By Jack Brammer
Campbell County Republican Commissioner Brian Painter has been sued for allegedly illegally campaigning for the May primary.
The Complaint in Campbell Circuit Court was filed May 27 by David Fischer of Fort Thomas, Vice Chairman of the Campbell County Republican Party. Fischer lost the May 17 election to Brian Painter by 106 votes, a difference of about 1.2 percent of the votes cast.
Fisher asks the court to void the election and declare him the winner.
In a response filed Thursday, Painter, through his attorney Jim Morgan, denied the allegations and moved to dismiss the lawsuit. Morgan was not immediately available for comment.

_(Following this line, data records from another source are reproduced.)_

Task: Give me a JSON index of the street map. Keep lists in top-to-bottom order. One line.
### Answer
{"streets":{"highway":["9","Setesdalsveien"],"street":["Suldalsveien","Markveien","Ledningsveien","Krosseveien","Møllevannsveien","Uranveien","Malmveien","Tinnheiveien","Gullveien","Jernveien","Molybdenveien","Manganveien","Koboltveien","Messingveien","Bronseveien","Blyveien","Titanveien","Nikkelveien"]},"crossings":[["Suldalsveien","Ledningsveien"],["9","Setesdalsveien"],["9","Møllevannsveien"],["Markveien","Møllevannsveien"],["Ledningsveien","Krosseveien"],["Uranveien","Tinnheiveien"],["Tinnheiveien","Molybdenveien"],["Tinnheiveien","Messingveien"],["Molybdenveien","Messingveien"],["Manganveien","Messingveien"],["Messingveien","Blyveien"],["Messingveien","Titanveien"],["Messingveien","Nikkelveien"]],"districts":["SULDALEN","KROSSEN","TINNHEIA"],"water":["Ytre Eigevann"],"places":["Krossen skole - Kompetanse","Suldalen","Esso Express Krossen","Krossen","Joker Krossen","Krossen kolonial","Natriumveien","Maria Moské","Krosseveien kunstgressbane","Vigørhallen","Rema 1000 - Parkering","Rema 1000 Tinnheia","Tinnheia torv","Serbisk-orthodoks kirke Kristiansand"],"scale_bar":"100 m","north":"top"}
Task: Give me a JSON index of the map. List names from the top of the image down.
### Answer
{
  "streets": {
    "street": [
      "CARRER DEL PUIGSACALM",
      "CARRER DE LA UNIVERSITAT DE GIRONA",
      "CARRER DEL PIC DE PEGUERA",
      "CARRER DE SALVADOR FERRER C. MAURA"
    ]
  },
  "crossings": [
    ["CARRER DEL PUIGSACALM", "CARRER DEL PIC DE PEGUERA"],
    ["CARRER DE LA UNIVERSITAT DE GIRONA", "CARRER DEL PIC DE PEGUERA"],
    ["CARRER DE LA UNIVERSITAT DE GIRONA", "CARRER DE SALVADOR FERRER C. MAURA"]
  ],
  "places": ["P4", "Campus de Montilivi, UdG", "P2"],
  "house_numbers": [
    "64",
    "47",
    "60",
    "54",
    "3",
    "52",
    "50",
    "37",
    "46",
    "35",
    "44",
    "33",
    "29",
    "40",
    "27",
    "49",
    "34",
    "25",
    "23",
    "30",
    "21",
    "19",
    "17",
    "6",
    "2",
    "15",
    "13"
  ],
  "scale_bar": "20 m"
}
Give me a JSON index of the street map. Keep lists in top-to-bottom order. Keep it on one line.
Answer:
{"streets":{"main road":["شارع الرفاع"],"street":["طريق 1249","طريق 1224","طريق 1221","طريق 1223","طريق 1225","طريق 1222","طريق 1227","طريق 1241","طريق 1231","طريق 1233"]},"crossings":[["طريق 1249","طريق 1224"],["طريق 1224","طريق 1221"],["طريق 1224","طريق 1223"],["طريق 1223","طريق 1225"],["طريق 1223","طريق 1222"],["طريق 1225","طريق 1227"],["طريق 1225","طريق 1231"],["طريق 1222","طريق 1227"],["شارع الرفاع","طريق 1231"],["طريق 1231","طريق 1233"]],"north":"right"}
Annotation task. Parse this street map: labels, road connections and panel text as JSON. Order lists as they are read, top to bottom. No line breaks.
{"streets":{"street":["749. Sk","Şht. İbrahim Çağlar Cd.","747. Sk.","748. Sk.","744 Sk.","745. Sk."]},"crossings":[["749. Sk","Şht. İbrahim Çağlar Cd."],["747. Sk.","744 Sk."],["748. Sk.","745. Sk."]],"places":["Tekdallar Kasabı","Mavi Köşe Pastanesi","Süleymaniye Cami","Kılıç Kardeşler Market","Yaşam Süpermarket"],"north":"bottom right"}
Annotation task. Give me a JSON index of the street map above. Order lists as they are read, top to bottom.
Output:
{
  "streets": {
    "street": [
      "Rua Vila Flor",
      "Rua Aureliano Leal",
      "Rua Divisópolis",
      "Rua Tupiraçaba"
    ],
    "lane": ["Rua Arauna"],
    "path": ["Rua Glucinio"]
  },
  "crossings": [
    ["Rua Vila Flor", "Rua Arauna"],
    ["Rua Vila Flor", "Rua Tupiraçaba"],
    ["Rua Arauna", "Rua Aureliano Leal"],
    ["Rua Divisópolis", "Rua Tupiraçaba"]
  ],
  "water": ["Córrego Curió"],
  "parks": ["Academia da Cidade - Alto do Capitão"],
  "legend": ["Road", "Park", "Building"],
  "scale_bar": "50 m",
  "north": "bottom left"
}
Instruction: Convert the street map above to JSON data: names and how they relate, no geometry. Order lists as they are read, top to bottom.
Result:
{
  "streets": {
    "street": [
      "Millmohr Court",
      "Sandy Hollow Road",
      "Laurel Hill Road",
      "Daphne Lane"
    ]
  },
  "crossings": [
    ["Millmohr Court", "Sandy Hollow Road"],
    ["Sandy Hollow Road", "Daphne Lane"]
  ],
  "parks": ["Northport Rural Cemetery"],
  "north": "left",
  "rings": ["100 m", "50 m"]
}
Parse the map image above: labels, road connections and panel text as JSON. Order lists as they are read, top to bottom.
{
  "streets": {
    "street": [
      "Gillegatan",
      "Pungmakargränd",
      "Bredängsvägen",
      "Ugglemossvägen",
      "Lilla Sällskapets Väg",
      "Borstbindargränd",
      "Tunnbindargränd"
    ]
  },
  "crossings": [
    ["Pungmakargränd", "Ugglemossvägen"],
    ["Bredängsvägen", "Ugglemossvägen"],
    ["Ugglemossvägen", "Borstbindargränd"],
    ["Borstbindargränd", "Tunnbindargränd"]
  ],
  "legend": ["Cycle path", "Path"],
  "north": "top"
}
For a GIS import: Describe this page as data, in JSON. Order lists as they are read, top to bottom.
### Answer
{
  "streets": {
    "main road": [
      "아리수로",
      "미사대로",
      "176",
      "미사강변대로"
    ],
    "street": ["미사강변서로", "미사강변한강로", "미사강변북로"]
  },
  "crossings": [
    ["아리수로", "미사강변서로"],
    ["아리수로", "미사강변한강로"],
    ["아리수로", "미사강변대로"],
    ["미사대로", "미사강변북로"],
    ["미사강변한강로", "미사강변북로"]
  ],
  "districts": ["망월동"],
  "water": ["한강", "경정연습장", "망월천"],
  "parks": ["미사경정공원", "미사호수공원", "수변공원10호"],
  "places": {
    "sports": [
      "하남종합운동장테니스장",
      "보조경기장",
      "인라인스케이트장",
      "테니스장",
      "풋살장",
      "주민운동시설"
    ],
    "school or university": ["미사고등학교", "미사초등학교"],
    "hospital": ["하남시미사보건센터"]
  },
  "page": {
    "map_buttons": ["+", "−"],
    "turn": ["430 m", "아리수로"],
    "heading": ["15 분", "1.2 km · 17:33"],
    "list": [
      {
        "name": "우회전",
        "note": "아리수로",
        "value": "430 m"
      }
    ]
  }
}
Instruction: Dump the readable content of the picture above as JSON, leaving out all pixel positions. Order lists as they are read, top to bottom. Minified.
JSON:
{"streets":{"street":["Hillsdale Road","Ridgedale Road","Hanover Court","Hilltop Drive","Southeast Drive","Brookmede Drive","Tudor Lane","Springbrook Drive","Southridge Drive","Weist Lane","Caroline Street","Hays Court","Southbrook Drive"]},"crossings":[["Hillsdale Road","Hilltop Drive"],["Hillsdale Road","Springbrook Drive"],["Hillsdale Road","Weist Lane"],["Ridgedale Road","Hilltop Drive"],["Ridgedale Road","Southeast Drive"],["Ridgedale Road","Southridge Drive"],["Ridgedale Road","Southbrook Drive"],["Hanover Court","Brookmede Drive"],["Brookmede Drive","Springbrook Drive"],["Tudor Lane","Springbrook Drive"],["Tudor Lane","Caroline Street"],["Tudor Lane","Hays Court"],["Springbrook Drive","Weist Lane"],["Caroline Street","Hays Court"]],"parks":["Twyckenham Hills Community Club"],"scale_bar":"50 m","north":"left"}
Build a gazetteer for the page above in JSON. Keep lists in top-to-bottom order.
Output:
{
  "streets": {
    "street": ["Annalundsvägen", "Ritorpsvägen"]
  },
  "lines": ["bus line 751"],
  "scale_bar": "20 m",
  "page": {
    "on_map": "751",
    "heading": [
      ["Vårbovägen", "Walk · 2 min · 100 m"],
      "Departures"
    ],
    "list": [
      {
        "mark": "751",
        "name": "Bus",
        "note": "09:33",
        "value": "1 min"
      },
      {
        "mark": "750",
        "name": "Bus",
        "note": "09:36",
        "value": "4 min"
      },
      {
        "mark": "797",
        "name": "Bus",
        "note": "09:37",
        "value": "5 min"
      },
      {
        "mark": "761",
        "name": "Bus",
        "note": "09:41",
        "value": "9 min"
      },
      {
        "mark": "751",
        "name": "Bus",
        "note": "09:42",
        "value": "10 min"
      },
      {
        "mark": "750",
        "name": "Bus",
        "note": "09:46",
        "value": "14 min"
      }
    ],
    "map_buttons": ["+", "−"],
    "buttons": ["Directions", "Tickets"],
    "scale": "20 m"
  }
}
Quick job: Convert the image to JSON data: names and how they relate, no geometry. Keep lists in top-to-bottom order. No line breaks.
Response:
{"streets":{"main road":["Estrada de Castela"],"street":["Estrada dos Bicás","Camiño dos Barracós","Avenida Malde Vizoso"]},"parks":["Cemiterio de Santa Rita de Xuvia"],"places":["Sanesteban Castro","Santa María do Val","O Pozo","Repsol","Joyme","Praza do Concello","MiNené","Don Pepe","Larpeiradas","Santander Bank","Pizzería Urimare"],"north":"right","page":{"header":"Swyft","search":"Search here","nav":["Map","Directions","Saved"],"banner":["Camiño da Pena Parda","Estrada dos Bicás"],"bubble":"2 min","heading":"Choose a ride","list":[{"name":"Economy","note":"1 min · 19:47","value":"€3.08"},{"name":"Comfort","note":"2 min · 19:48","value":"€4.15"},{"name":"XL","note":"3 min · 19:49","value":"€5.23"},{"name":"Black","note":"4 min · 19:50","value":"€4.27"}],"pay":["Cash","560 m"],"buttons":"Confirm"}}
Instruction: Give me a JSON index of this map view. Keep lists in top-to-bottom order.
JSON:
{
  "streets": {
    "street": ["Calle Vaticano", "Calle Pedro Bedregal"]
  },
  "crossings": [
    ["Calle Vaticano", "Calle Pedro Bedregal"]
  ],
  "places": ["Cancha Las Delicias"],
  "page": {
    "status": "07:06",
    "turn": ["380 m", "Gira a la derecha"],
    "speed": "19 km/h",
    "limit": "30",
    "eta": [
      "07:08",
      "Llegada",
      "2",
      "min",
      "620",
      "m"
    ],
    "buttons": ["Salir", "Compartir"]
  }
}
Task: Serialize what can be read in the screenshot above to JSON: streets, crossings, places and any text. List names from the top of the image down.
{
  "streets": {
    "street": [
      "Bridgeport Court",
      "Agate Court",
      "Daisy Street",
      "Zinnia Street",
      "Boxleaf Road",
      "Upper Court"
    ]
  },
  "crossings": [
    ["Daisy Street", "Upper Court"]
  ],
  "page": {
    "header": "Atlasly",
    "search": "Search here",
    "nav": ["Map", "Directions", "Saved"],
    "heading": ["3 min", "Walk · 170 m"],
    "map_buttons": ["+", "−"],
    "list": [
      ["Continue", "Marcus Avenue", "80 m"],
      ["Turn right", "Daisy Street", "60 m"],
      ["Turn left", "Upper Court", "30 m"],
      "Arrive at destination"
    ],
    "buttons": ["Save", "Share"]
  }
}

The 16-page lawsuit alleges that Painter, the longest-serving Republican Campbell County commissioner for the current Treasury Court, who has been on the panel since 2010, illegally campaigned for himself and others on the election committee at least six separate times during training sessions for poll workers.
The lawsuit finds that state election law requires all poll workers to be trained by the district clerk and district attorney, and that candidates are prohibited from moving within 100 feet of a polling station or from campaigning or campaign materials in during voting to vote at a polling station.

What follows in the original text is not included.